• **WORK ITEM**:
Filter these entries, keeping only lines that hold the word "Graffiti".

• **MATERIAL SHOWN**:
━━━━━━━━
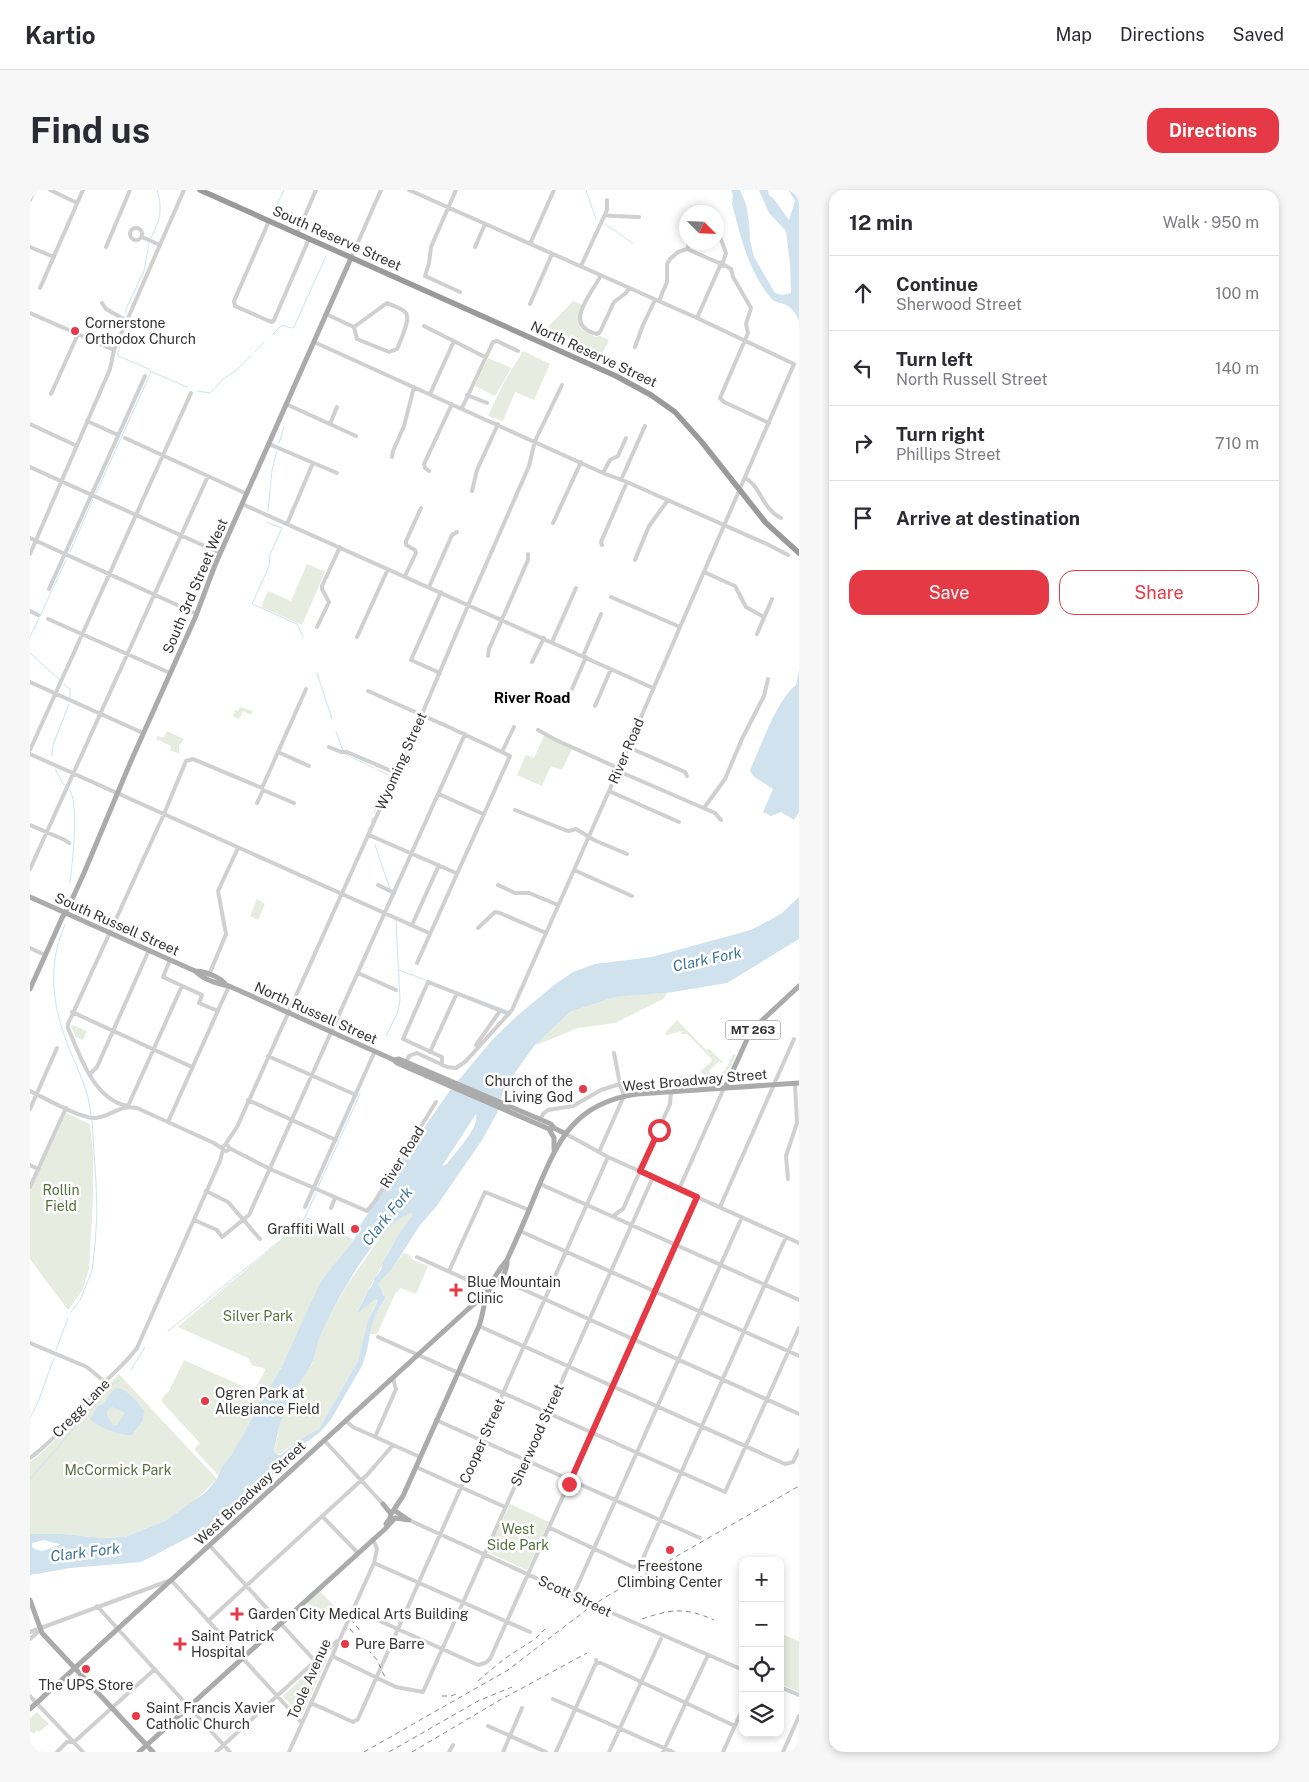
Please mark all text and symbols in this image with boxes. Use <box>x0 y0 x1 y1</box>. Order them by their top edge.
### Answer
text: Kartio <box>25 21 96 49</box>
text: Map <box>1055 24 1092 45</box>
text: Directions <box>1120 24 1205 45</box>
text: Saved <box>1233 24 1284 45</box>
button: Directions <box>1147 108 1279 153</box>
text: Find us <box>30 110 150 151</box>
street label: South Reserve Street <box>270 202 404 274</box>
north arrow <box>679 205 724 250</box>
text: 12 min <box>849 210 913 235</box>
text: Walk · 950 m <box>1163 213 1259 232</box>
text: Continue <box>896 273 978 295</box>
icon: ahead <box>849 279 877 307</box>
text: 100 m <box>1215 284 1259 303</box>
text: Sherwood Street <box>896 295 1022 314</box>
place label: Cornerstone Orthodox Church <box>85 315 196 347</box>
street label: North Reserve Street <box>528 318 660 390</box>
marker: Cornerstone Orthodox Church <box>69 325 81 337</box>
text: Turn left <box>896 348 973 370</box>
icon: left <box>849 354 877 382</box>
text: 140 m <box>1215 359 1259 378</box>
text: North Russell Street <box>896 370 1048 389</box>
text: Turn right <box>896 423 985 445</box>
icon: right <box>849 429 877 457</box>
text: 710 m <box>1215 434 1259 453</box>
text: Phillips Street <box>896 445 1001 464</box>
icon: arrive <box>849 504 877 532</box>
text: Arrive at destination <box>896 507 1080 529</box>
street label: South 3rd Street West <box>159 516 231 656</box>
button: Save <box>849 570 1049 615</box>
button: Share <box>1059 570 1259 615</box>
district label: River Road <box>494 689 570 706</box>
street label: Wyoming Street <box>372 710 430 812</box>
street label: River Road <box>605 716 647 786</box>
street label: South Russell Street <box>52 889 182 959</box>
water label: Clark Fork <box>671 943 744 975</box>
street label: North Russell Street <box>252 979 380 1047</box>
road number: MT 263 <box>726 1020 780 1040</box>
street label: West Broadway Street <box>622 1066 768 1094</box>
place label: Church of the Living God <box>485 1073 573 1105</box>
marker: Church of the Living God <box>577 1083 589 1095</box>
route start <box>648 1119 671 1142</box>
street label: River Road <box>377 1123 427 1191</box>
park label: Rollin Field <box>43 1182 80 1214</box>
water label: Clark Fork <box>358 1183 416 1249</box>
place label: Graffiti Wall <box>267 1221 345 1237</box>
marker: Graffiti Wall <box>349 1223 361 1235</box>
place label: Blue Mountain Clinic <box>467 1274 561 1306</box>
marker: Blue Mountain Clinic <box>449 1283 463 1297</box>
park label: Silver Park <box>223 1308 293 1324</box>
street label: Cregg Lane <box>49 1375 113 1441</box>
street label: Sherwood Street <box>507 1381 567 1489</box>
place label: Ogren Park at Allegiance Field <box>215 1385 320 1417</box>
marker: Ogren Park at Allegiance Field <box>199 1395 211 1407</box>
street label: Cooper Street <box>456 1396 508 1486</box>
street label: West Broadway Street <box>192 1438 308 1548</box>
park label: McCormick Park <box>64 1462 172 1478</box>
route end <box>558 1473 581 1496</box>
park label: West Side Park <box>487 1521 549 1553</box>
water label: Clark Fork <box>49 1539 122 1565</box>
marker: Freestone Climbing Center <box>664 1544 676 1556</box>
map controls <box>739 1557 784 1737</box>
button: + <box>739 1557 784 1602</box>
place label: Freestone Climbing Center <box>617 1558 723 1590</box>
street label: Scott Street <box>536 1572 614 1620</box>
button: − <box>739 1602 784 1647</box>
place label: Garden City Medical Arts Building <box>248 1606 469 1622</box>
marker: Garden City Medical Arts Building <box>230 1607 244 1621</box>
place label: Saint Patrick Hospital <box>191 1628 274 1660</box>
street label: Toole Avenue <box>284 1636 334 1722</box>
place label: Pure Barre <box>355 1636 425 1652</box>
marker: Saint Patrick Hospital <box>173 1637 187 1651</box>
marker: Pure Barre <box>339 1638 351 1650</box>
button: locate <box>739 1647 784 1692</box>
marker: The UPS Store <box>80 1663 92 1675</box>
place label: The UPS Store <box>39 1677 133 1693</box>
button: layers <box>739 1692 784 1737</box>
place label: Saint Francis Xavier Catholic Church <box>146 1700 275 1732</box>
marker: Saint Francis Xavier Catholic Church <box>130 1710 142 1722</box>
━━━━━━━━
• **WRITTEN SOLUTION**:
place label: Graffiti Wall <box>267 1221 345 1237</box>
marker: Graffiti Wall <box>349 1223 361 1235</box>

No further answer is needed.